Every line in the listing below that holds the word "linecap" should be returned.

== Dataset records ==

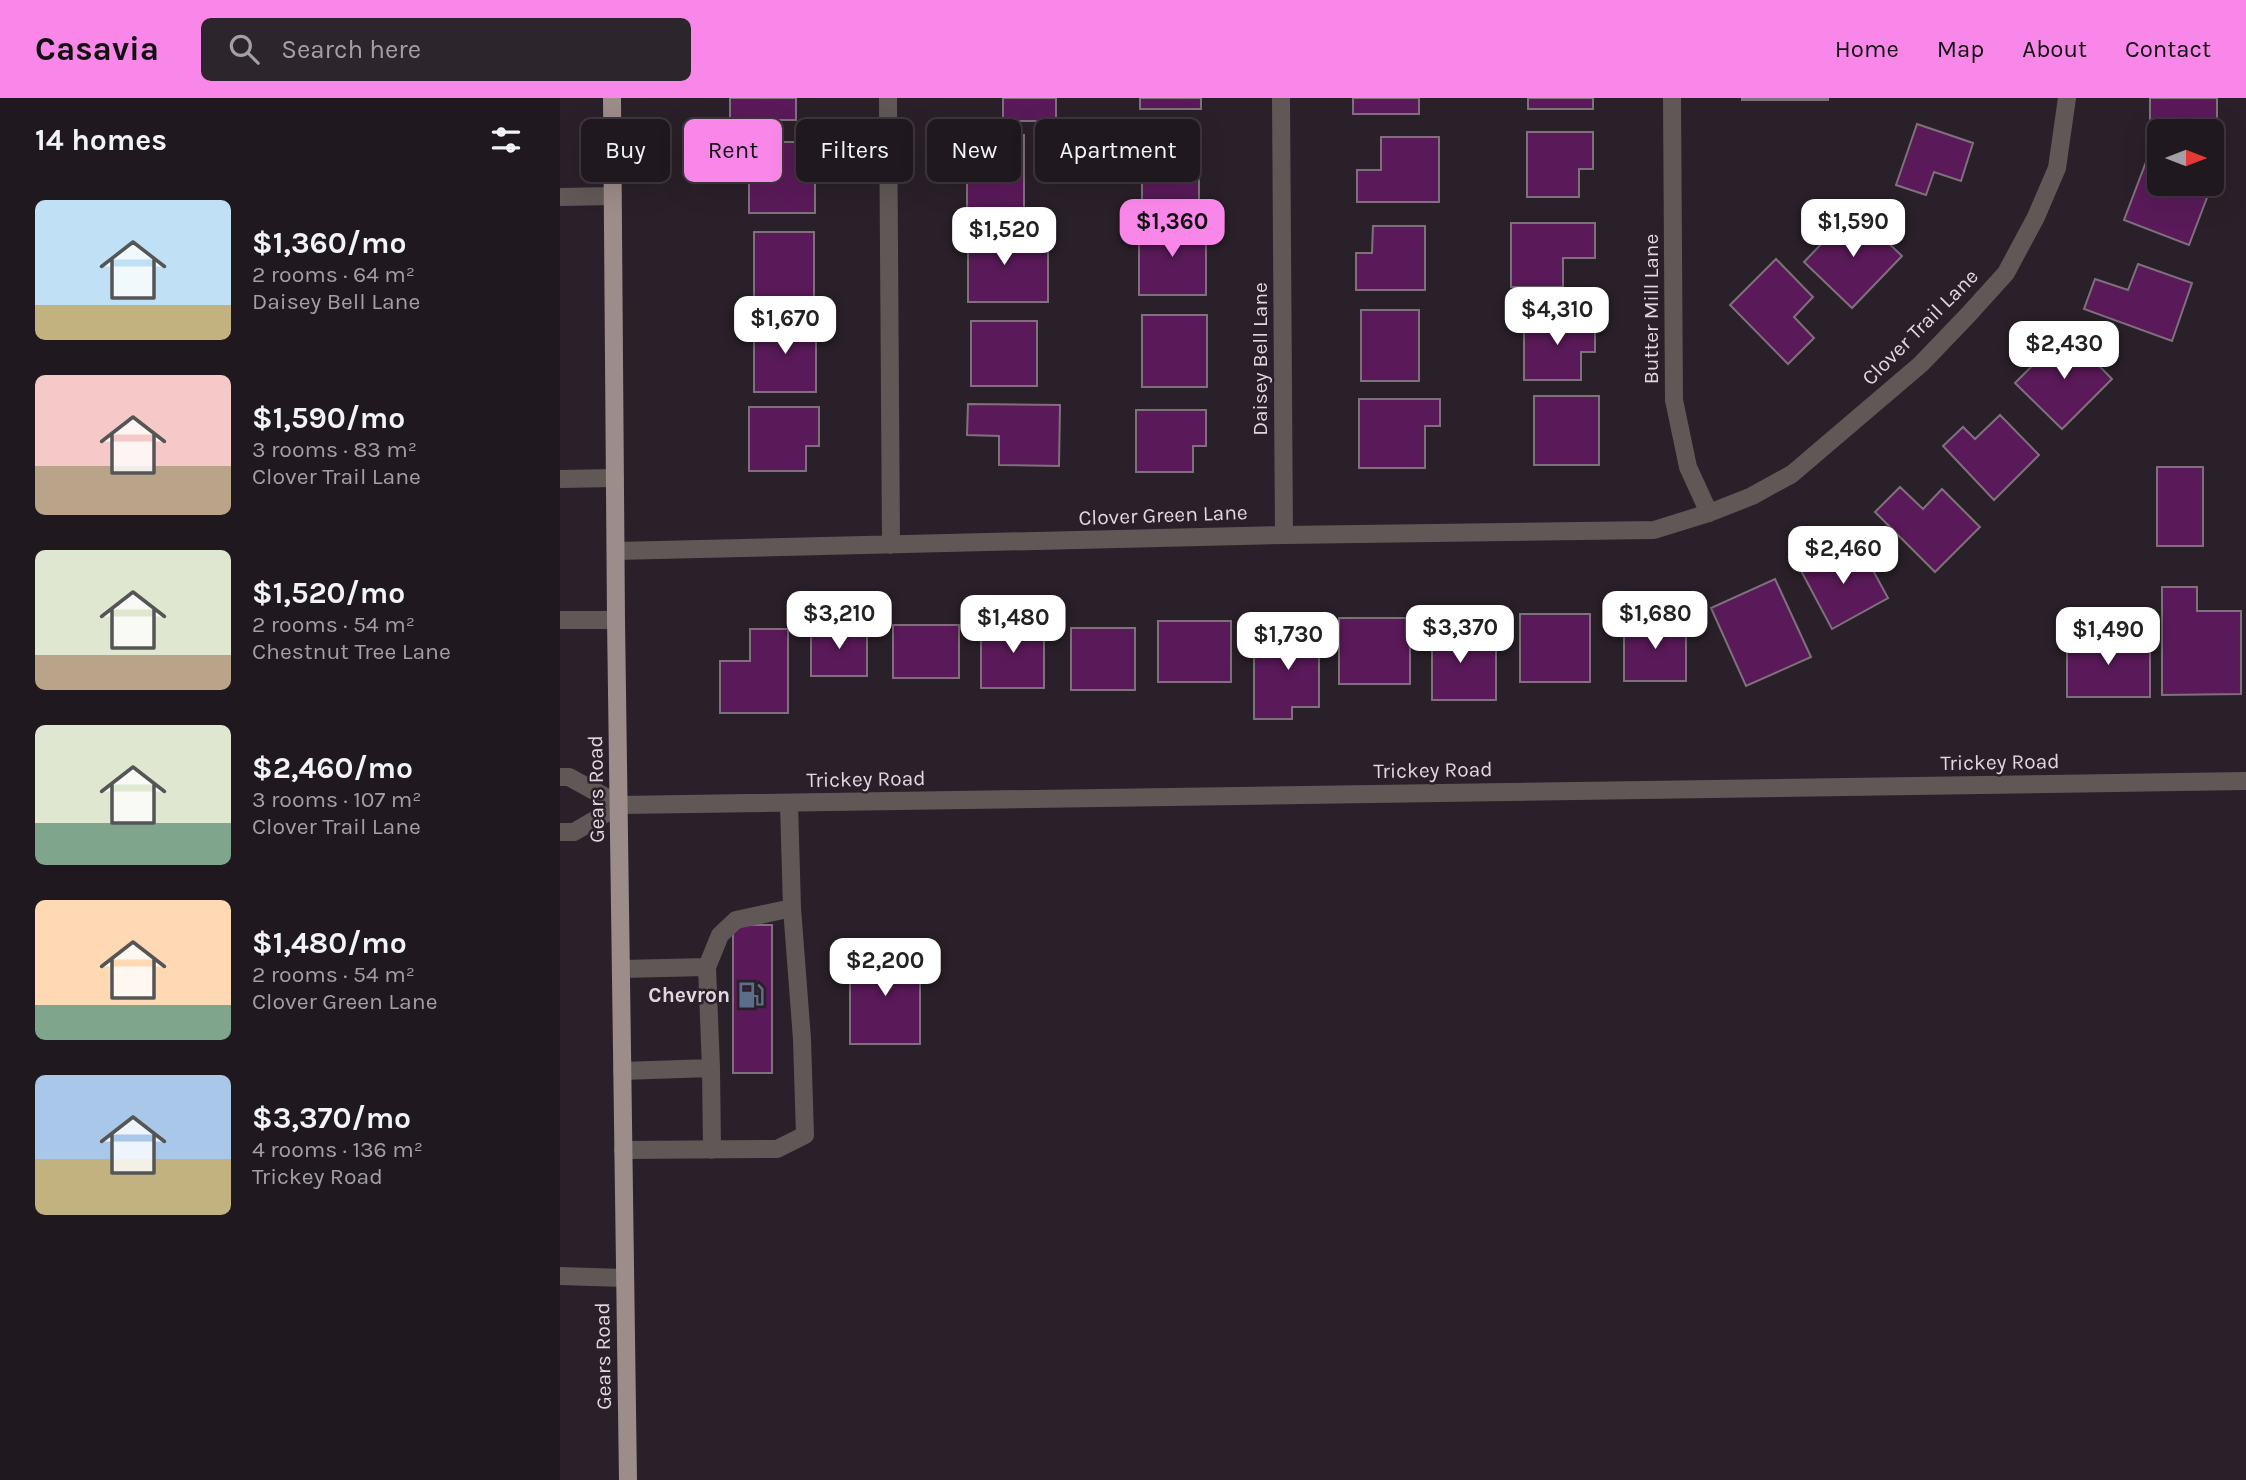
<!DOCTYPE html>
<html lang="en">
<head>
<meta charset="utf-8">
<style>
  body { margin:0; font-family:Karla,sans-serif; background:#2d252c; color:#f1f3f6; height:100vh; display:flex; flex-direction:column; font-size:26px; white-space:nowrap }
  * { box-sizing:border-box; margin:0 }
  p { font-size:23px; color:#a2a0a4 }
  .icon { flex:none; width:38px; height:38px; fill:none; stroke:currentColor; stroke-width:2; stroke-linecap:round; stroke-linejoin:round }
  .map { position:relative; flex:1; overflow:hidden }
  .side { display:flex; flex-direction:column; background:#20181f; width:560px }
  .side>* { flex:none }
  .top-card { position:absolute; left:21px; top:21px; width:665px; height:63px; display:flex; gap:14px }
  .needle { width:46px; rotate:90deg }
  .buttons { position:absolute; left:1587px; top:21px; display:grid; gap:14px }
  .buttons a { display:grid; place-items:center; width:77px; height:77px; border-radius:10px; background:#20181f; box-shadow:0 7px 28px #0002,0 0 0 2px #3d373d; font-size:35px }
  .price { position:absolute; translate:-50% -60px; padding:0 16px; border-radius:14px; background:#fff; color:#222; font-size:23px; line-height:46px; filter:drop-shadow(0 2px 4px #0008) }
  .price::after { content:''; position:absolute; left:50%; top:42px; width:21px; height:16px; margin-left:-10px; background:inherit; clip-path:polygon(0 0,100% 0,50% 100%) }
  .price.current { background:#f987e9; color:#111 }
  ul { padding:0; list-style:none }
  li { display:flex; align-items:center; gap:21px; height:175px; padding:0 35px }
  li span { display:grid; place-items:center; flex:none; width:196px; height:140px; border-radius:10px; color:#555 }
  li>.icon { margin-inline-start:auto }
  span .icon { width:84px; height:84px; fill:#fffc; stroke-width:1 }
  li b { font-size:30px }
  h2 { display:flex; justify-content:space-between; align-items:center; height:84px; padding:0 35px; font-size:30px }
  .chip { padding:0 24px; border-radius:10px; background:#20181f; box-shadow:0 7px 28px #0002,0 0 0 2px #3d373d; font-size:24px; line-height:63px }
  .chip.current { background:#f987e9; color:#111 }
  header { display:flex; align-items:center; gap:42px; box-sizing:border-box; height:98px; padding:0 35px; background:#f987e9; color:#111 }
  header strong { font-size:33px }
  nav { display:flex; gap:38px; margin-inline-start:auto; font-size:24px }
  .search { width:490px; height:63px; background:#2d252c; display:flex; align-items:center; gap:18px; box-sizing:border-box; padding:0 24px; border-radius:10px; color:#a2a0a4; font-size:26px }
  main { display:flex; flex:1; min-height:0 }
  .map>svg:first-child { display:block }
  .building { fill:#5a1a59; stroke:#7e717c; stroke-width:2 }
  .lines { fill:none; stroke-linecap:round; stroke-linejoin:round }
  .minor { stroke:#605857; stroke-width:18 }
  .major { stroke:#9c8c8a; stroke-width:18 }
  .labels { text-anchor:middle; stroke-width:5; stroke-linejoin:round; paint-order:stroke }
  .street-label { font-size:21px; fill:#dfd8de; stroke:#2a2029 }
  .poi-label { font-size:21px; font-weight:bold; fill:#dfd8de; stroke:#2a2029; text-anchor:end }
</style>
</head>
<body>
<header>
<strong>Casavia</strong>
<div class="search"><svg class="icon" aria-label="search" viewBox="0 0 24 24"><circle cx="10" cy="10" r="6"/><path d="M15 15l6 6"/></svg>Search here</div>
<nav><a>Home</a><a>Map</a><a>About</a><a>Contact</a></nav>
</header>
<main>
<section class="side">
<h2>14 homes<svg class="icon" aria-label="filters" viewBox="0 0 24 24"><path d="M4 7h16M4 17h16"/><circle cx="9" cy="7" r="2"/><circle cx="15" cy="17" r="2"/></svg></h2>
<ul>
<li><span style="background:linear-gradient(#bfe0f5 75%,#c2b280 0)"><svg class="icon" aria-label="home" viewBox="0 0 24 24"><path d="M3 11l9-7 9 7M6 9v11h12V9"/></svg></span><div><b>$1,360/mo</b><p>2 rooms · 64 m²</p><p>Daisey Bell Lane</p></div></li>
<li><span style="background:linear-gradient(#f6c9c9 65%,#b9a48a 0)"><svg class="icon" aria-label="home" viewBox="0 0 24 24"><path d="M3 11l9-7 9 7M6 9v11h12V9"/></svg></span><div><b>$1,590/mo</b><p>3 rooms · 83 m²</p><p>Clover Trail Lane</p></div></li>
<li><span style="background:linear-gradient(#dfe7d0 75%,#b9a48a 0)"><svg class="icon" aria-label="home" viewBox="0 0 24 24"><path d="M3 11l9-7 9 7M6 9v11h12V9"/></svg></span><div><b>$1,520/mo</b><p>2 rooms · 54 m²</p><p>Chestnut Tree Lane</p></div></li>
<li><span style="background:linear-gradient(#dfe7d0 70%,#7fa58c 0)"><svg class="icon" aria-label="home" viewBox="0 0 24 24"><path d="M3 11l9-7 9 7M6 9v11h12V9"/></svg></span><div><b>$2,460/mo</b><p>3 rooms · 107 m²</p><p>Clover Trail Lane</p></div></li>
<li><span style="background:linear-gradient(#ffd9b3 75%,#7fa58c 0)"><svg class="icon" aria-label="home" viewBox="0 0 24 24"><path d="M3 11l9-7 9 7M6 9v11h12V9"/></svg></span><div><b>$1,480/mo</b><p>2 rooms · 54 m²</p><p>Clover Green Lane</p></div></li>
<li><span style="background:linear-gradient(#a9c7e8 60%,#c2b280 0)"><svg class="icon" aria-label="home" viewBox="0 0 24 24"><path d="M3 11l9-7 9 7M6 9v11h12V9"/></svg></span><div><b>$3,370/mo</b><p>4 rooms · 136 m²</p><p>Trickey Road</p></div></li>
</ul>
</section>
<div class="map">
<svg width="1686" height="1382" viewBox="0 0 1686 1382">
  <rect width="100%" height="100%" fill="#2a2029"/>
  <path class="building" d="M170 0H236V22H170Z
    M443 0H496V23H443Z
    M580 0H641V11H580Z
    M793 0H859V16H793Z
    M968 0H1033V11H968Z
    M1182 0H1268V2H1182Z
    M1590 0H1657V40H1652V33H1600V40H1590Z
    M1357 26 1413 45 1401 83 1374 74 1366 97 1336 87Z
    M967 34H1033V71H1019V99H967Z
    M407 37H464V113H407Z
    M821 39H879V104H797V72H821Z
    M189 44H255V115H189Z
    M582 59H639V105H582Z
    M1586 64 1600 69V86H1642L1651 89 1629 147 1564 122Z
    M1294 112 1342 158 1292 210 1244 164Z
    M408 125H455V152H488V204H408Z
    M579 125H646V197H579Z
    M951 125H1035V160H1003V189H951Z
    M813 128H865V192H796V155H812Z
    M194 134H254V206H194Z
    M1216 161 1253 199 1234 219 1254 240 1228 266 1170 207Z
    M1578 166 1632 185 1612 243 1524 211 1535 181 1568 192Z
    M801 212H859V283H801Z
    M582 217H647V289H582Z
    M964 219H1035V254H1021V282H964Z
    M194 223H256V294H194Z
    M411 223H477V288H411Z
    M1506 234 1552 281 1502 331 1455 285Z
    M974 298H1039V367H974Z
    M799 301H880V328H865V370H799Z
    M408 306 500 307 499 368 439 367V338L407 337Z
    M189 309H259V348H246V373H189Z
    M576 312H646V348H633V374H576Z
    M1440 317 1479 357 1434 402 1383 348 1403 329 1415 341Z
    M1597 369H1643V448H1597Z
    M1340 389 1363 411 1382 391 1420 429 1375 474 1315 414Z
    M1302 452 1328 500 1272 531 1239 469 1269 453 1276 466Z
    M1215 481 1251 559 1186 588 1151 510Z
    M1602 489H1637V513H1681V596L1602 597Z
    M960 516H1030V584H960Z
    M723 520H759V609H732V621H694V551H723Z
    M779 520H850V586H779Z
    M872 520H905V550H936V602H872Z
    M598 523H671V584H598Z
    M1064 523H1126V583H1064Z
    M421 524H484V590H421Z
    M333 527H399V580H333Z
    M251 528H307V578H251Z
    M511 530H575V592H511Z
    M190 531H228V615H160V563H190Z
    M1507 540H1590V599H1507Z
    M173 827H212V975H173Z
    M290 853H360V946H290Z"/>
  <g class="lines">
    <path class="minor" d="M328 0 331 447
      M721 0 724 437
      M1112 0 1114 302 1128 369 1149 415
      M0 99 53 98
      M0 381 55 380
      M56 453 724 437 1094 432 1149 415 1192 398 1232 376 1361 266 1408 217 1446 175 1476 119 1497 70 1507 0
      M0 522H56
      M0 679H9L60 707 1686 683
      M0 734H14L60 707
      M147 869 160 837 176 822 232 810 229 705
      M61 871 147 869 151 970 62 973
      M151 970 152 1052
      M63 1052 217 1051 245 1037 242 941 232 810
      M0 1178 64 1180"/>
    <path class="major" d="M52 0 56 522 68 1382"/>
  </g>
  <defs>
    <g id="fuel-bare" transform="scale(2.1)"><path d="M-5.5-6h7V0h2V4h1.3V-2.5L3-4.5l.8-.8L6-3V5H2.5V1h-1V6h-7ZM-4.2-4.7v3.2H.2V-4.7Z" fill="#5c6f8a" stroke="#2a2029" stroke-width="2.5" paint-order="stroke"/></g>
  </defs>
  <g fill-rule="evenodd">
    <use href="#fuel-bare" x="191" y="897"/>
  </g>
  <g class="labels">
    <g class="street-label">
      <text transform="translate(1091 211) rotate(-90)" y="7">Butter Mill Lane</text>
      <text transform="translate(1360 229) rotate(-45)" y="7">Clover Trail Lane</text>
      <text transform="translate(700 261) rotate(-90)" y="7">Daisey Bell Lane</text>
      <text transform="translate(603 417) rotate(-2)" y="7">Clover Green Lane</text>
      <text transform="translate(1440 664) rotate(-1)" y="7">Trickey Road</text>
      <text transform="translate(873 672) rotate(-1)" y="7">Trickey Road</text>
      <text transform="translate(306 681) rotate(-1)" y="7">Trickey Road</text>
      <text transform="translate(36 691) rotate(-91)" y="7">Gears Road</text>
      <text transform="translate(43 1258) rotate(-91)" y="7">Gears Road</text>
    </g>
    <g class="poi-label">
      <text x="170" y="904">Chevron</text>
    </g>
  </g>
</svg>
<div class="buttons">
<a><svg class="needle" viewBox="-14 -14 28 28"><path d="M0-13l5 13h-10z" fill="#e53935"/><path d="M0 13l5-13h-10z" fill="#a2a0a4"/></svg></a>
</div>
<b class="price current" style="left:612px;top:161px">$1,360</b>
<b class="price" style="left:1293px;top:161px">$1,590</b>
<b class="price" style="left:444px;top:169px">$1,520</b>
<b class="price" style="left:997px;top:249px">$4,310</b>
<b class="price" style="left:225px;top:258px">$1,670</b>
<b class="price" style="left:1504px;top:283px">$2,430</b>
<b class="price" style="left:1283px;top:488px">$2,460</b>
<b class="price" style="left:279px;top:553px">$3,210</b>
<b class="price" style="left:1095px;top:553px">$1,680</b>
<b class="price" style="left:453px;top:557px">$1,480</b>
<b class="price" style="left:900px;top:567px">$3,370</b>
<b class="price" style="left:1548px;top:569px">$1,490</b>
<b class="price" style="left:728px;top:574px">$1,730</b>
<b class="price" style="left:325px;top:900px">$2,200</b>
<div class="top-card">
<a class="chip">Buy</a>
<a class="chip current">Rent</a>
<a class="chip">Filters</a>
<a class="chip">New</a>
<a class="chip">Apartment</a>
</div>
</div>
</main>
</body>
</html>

===

The completed task:
  .icon { flex:none; width:38px; height:38px; fill:none; stroke:currentColor; stroke-width:2; stroke-linecap:round; stroke-linejoin:round }
  .lines { fill:none; stroke-linecap:round; stroke-linejoin:round }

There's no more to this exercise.